Thanks, I went back to Live 10 and had new issues. However, adding arguments.callee.task.freepeer(); at the end of the last iteration of the task fixed those issues so good call!
Now I am noticing that the Live theme is overriding some of my colors in Live 11 causing my UI to look off. It looks like there is precedent for this in the release notes...
8.3.0
Dynamic Colors: new default 'Text / Icon' color follows Live themes
(I wonder if this means the newobject method will ignore Live themes, but this seems to be outdated and doesn't respond for objects like "textbutton")
8.3.2
Color Selector: theme-aware
Dynamic Colors: preserved for object box borders
Dynamic Colors: restored when loaded in a different Live theme
Currently my only solution is to comment out any custom color choices I made such as...
//dynamicallyCreatedMaxObject.setattr("textcolor", [1,1,1,1]);
//dynamicallyCreatedMaxObject.setattr("bgcolor", [0.259, 0.259, 0.259, 0.722]);
I need one of my objects to ignore Live colors, but I don't see an obvious way to set this via JavaScript.
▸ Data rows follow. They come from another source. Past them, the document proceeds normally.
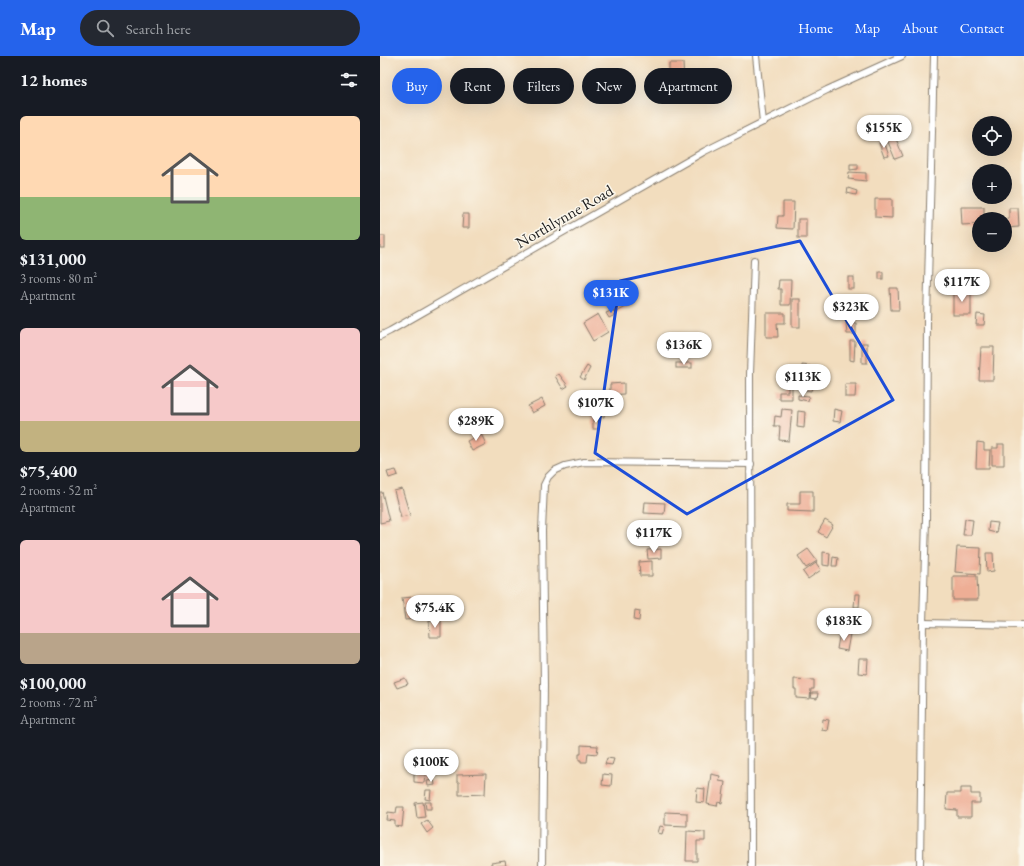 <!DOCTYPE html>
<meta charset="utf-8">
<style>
:root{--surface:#171b24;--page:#242831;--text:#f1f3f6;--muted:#9ea1a6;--accent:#2563eb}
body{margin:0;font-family:"EB Garamond",serif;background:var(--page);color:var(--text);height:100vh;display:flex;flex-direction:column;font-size:15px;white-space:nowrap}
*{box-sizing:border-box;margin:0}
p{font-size:13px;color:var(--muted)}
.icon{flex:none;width:22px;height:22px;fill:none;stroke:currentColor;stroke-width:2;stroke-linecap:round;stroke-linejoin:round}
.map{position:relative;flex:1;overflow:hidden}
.details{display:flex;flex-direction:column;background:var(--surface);width:380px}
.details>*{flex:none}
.guide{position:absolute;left:12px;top:12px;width:380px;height:36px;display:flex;gap:8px}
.controls{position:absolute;left:592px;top:60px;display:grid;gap:8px}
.controls a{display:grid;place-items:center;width:40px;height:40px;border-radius:50%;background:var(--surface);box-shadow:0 4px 16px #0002;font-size:20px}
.price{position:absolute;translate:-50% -34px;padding:0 9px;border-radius:14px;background:#fff;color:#222;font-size:13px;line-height:26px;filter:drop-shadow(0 1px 2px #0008)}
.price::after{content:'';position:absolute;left:50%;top:24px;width:12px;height:9px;margin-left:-6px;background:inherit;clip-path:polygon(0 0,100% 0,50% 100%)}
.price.on{background:var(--accent);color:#fff}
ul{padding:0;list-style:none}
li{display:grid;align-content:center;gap:8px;height:212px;padding:0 20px}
li span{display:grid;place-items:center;height:124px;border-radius:6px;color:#555}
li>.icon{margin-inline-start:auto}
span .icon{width:72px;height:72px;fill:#fffc;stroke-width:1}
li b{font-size:17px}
h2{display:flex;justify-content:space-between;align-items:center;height:48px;padding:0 20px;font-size:17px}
.pill{padding:0 14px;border-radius:18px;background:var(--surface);box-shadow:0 4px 16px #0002;font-size:14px;line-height:36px}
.pill.on{background:var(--accent);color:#fff}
header{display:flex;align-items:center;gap:24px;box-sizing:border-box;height:56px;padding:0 20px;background:var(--accent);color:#fff}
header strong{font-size:19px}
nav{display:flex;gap:22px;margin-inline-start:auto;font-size:14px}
.search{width:280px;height:36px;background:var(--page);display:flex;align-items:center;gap:10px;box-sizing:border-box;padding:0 14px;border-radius:22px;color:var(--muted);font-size:15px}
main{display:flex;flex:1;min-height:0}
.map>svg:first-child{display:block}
.building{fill:#eeae95}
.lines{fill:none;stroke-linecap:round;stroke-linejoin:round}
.street-casing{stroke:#877c6d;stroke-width:8}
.street{stroke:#fff;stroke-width:6}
.marked{fill:none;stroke:#1d4ed8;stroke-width:3;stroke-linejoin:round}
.labels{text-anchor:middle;stroke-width:3;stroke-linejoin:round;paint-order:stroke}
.street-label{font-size:16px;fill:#1c1c1c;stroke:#fbf7ec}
</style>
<header>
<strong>Map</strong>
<div class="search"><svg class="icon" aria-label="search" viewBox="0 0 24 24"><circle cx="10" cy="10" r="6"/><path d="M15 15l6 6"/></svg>Search here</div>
<nav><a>Home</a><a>Map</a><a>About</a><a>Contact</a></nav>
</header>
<main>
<section class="details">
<h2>12 homes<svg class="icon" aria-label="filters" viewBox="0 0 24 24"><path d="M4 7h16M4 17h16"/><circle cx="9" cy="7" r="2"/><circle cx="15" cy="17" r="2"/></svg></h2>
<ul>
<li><span style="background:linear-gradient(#ffd9b3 65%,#8fb573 0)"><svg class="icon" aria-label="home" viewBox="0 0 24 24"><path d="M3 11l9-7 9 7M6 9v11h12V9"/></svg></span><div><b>$131,000</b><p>3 rooms · 80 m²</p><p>Apartment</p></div></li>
<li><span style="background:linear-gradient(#f6c9c9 75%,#c2b280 0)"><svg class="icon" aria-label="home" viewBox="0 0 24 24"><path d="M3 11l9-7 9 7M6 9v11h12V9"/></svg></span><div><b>$75,400</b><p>2 rooms · 52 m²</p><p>Apartment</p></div></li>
<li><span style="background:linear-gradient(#f6c9c9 75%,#b9a48a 0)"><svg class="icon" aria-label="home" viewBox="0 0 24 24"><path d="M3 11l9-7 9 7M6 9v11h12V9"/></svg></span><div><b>$100,000</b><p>2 rooms · 72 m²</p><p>Apartment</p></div></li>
</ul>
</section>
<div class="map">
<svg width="644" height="810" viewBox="0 0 644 810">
<rect width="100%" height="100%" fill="#fbf7ec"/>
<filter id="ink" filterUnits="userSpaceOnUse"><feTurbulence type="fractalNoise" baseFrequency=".025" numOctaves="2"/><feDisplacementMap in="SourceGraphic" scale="8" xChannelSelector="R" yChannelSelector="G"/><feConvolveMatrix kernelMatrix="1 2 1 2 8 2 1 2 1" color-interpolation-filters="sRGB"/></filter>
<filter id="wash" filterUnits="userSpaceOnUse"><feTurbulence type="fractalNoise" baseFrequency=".012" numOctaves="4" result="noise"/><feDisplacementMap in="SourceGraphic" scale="16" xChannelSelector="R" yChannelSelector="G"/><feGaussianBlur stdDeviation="0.9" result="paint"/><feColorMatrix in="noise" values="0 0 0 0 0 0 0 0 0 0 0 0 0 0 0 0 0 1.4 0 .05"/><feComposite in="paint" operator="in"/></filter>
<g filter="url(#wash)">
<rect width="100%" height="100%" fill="#f2ddbe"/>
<g id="blocks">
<g class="building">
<path d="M289 7H303L304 27H289Z"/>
<path d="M514 78 523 100 515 103 506 81Z"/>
<path d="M504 85 509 100 504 101 499 87Z"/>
<path d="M470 108H478V113L470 114Z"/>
<path d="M469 116 486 117V125L468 123Z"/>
<path d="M468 132 477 135 476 139 467 137Z"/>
<path d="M495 143H512V162L495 161Z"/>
<path d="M403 146H414L413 173 397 172 398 160H403Z"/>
<path d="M581 151H604V163H599V168L582 169Z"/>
<path d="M629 152H638L639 171 625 172V163H629Z"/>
<path d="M83 158H89V172H82Z"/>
<rect x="418" y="163" width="8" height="19"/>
<rect x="0" y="180" width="5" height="12"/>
<rect x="499" y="216" width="4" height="7"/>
<rect x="468" y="221" width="6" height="12"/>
<path d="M399 224H411L410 249H401V233H398Z"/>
<path d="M510 232H518L519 254H511Z"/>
<path d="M245 233 253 247 235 257 228 242Z"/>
<rect x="573" y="235" width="18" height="24"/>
<rect x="412" y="243" width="8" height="28"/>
<rect x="468" y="252" width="7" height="8"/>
<path d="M233 254 235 259 229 262 226 257Z"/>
<path d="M386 257H405V267H397L398 281H386Z"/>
<path d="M218 258 228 276 213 285 203 267Z"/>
<path d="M597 258 605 259 604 269H596Z"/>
<path d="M466 267H476V278H467Z"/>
<path d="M470 285H475L474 305 470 304Z"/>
<rect x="482" y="287" width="5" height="20"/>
<path d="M601 291H614L613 324H599Z"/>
<rect x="296" y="307" width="16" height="5"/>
<path d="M422 309 430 310 429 329H422Z"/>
<path d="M207 310 210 312 204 324 200 321Z"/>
<path d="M404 315H412V343H399V336H408V329H404Z"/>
<path d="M179 318 188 330 183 333 175 320Z"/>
<path d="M244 327V338L230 339V328Z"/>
<path d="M465 328H476L475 341H465Z"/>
<path d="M425 330 432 331 431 335 425 334Z"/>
<path d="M418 339 429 340 428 345 418 343Z"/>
<path d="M162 343 165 350 152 357 148 350Z"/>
<path d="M211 352 225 353 224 361 211 360Z"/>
<path d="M402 353 412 354 409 385 399 384 400 370H394L395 360 401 361Z"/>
<path d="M454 353 462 355 460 366 453 365Z"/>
<path d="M418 355 425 356 424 372 417 371Z"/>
<rect x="213" y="362" width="5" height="11"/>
<path d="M101 378 106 388 92 395 87 385Z"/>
<path d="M597 386 604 387V394H610L609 412H596Z"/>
<path d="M618 388H624V409H612V392H618Z"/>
<path d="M16 414 18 419 9 422 7 416Z"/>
<path d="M22 433 30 459 21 461 14 435Z"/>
<path d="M420 435H433V456L407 455V448H420Z"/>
<path d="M0 436H2L9 465 0 467Z"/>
<path d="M265 446 285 447 284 458 264 457Z"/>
<path d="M585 463 593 464 591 479H583Z"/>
<path d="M445 464 453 469 446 481 438 476Z"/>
<path d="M609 466 618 467 616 477 608 475Z"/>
<path d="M577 491 601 492 600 518 575 516Z"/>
<path d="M281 493V502L268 503 267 494Z"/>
<path d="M428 493 437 505 426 512 418 500Z"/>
<path d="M443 496 450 497 449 510 443 509Z"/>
<path d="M606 497H613L614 515 607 516Z"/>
<path d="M453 501 458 502 457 510H452Z"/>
<path d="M272 505V520H260L259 506Z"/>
<path d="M436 507 441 514 428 523 423 516Z"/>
<path d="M573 520H597L598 544H573Z"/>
<path d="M475 538H480L479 551H474Z"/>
<path d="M45 540 46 551 34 552 35 563 25 564 22 542Z"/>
<path d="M255 554 260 555 259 565 254 564Z"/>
<path d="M49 565H61V581H50Z"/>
<path d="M460 576 470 578 467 595 457 593Z"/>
<path d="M479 603H488L487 618 478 617Z"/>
<path d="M25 622 28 628 17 632 14 626Z"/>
<path d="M414 623 434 624V633H431L430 643 416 642V633H414Z"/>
<path d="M432 637H438L437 643 431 642Z"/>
<path d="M443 663 449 664 447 675 442 674Z"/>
<path d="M201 689 218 690 217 698 208 697 207 706H201V704H199V698H201Z"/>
<path d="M227 702 234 703 232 709 225 708Z"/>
<path d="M34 717 45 718 44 727 34 726Z"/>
<path d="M106 718 105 738 79 739V726H77V719Z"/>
<path d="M223 718 232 719 231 730 222 729Z"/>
<path d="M331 718 340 720 339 725 345 726 342 747 338 746 337 750 327 748Z"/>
<path d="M54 724 55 729 48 730 47 725Z"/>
<path d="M317 732 325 733 324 747 316 746Z"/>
<path d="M581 732H591V738H600V747H591V761H577V754L566 753 567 737H581Z"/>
<path d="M46 734H51L50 744 45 743Z"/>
<path d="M43 746 45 761 37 762 35 747Z"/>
<path d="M45 746H51V753H46Z"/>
<path d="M17 751H24L22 771 15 770V765L7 764 8 756 16 757Z"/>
<path d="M285 756 307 757V770L285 769Z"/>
<path d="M47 764 53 772 47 777 41 768Z"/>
<path d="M280 770 284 771 282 778 278 777Z"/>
<path d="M307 775 325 776V785H317V805H306Z"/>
<path d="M125 805 126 810H111V807Z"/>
</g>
</g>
</g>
<g filter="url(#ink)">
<use href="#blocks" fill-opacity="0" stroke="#877c6d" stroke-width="1"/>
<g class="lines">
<g class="street-casing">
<g id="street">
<path d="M376 0 383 66"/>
<path d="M0 280 10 275 325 95 447 34 522 0"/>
<path d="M543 567 644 569"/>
<path d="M162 810 164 629 162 475 164 429 168 421 174 415 185 410 204 406 371 408"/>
<path d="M371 810 370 318 374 204"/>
<path d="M540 810 543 567 546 463 547 263 554 0"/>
</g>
</g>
<use href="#street" class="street"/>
</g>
</g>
<path class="marked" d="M420 185 513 344 307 458 215 397 240 225Z"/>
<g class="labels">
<g class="street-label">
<text transform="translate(184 160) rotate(-30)" y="6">Northlynne Road</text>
</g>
</g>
</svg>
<div class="controls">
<a><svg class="icon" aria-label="locate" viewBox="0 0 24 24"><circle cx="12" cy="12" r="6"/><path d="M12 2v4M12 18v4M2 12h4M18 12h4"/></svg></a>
<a>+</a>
<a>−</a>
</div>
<b class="price" style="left:504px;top:93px">$155K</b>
<b class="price" style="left:582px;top:247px">$117K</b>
<b class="price on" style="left:231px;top:258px">$131K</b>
<b class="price" style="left:471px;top:272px">$323K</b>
<b class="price" style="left:304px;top:310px">$136K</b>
<b class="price" style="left:423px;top:342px">$113K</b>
<b class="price" style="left:216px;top:368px">$107K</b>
<b class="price" style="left:96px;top:386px">$289K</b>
<b class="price" style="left:274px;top:498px">$117K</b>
<b class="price" style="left:55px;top:573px">$75.4K</b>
<b class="price" style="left:464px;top:586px">$183K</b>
<b class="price" style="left:51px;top:727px">$100K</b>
<div class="guide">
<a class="pill on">Buy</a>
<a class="pill">Rent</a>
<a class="pill">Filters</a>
<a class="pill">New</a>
<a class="pill">Apartment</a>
</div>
</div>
</main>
I feel like we need a useLiveColors attribute added. Posting mainly to point out more differences between Live 11 and 10. Also, I may have a workaround I will follow up on.
Related Thread
https://cycling74.com/forums/themes-messes-up-colours
Okay here was my strategy to deal with Live changing my dynamically created object's colors.
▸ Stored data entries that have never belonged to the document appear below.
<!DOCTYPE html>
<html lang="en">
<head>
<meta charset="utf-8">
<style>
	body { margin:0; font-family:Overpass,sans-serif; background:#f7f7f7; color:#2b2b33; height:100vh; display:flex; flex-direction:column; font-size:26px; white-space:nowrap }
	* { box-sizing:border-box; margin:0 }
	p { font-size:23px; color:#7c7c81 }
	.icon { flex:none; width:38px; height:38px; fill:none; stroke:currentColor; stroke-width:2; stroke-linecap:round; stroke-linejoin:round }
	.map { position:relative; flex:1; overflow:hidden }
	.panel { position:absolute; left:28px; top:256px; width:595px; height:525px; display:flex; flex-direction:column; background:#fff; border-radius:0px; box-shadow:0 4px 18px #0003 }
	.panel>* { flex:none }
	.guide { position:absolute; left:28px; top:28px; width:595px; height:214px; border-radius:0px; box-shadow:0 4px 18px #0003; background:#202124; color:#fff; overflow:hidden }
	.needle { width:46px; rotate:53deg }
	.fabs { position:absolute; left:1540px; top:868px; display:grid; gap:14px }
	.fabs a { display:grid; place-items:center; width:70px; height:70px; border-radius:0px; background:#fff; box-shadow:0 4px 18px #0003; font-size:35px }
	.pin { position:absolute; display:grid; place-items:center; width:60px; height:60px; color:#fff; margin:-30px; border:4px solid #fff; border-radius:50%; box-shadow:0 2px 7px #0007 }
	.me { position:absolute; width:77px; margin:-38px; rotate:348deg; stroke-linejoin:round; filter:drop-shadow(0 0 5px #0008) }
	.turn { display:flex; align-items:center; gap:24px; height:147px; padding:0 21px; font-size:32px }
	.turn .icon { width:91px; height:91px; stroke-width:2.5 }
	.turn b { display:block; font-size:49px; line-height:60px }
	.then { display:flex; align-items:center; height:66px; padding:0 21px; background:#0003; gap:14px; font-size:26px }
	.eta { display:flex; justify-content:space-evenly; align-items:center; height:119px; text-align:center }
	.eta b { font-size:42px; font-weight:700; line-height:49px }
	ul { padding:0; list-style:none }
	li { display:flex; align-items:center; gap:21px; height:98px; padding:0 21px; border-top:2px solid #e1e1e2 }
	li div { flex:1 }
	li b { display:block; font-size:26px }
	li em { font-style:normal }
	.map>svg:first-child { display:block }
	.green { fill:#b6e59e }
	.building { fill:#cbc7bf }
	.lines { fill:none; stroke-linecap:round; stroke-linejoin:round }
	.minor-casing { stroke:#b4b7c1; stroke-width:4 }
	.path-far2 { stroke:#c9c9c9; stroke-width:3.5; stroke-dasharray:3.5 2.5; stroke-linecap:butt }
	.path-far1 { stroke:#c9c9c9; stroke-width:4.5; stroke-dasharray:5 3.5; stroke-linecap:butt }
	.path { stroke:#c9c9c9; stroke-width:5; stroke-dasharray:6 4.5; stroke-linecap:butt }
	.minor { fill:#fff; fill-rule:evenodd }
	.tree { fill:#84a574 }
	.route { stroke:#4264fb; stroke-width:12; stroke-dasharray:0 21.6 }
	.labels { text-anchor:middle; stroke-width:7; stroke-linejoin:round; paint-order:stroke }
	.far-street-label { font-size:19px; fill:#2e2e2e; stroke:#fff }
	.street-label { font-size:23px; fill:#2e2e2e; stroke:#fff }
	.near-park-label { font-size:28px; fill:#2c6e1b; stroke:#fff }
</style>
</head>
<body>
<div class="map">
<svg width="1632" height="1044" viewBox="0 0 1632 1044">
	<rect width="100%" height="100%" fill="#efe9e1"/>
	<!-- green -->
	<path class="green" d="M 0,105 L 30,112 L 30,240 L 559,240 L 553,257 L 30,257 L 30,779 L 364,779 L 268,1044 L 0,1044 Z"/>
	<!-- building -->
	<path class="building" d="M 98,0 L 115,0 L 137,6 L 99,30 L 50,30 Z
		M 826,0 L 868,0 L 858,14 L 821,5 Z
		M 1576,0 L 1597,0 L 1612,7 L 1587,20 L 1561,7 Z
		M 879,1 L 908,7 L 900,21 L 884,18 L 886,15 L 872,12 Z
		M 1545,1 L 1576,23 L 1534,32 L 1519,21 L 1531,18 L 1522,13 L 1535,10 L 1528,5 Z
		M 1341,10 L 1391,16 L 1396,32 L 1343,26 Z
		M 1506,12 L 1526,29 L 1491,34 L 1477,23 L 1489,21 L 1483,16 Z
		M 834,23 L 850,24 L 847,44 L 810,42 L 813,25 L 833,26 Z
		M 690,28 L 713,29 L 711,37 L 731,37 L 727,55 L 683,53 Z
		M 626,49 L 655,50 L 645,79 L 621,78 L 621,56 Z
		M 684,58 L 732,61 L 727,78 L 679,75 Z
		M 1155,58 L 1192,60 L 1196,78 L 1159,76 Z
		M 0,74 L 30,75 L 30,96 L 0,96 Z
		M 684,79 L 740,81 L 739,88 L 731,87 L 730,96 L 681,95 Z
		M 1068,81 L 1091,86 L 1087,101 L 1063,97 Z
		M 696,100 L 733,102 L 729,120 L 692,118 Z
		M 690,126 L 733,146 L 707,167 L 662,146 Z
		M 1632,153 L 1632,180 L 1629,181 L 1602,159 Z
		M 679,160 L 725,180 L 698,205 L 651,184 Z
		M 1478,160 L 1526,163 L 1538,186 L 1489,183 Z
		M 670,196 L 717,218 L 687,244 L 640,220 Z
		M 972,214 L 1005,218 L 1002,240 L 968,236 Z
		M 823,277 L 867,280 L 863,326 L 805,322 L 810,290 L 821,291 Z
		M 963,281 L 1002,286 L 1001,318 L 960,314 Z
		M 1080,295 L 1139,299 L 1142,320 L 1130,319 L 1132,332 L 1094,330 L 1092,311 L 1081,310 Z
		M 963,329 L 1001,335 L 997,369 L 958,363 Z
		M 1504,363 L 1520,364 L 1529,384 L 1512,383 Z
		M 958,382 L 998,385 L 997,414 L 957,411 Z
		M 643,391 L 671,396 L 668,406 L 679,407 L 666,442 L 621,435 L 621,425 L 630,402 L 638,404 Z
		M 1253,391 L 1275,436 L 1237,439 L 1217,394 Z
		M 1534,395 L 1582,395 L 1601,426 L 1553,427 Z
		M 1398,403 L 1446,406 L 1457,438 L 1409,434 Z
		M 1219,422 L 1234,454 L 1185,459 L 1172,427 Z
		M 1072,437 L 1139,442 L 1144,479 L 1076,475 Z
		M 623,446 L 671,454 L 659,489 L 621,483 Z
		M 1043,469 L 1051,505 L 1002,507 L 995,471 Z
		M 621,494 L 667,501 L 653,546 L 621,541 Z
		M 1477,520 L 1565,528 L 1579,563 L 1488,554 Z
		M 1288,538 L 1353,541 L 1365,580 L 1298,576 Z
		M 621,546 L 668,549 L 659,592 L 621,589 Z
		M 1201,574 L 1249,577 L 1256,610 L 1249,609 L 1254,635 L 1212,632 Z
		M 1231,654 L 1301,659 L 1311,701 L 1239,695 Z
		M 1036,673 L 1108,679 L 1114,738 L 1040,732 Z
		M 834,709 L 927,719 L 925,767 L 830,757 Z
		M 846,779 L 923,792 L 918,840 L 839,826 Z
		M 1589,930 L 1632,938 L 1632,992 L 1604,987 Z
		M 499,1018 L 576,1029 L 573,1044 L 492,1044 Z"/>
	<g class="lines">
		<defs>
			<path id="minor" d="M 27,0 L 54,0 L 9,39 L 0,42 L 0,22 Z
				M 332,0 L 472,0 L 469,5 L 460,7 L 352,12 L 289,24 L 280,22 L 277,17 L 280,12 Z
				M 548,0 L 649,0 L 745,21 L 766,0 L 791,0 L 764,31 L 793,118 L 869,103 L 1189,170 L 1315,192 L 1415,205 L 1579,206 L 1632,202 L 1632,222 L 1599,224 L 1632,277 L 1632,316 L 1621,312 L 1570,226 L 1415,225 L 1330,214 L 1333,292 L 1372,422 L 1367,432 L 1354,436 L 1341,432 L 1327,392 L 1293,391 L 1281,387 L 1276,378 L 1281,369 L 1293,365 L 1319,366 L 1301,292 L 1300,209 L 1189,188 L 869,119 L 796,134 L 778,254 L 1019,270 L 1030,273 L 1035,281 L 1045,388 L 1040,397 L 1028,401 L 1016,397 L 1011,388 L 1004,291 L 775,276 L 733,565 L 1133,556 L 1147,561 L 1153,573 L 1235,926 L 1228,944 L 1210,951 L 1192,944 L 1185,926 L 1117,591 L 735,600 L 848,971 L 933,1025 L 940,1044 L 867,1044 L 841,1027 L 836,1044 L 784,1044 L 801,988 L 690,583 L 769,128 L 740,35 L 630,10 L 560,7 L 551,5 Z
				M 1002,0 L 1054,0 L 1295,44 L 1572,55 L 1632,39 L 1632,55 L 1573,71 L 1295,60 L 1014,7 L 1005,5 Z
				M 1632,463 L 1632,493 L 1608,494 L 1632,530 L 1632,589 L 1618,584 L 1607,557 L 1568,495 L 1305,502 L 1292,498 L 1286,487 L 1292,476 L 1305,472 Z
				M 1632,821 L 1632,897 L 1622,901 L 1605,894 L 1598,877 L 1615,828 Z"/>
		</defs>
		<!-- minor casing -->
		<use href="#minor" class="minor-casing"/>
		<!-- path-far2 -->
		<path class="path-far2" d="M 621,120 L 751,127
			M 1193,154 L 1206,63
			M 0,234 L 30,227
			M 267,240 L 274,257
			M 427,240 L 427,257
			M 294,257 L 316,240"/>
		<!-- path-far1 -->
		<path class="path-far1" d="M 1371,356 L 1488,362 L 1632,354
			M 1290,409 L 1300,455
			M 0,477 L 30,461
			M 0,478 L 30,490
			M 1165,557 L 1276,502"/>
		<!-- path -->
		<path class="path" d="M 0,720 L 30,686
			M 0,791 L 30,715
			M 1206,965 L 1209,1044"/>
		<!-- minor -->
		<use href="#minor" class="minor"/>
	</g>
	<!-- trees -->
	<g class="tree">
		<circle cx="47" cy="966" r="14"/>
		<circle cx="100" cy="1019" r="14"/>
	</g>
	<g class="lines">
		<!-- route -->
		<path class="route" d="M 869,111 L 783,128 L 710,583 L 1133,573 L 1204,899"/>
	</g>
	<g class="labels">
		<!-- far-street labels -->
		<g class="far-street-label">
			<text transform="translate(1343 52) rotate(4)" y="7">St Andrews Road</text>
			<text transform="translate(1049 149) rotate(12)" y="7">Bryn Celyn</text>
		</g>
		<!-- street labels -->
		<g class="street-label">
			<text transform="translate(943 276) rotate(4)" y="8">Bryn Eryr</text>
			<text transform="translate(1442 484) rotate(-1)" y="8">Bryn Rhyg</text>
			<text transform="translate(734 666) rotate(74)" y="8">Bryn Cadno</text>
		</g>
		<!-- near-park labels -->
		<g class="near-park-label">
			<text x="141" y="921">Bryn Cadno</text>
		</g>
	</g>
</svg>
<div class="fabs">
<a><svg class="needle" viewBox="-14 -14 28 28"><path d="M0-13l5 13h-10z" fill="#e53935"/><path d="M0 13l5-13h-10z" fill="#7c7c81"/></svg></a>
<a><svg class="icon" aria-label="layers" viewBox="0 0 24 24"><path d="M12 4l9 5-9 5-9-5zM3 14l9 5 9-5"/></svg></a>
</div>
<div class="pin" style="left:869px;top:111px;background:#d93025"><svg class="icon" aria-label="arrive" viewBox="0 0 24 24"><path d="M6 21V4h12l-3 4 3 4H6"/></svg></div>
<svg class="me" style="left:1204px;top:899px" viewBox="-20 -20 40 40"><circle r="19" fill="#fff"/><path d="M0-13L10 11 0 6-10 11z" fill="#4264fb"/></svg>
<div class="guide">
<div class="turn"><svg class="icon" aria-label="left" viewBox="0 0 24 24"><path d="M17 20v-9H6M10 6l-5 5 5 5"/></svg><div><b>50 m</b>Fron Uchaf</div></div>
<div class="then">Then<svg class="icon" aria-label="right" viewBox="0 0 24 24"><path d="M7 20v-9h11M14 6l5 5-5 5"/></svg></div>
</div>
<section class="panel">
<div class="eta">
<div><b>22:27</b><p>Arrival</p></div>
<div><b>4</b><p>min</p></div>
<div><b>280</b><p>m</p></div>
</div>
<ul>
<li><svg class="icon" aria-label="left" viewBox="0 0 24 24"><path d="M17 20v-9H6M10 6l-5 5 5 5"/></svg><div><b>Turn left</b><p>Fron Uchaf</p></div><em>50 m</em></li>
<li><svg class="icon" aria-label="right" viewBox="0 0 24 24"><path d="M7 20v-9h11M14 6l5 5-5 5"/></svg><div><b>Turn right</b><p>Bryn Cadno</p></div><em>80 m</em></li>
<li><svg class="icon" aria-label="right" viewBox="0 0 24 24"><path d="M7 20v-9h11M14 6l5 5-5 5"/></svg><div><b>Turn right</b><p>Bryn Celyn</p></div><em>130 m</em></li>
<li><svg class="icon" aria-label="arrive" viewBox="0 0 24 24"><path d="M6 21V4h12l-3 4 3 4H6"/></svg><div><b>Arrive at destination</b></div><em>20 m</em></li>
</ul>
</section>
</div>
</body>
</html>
Set up a live.colors object to bang a message that calls a function within your Javascript object. It didn't seem to matter, but I put a small 10ms delay on mine.
Use the setattr method to re-establish the color attributes of the dynamically created objects. You can essentially copy and paste the color settings you set before. However, through testing, you may need to add some more. For example, for a textbutton object, "textcolor", "textovercolor" and "textoncolor" seem to be the combination that kept things consistent across ableton 10 and 11.
Once things are working as expected, build some kind of protection to ignore the function call when the dynamic objects have not been generated. I used a gate on live.colors that doesn't open until the device is fully loaded. I also have an if statement within the function to check if certain variables exist.
It would be nice to simply have an attribute we could set to ignore color updates, but this got the job done for now.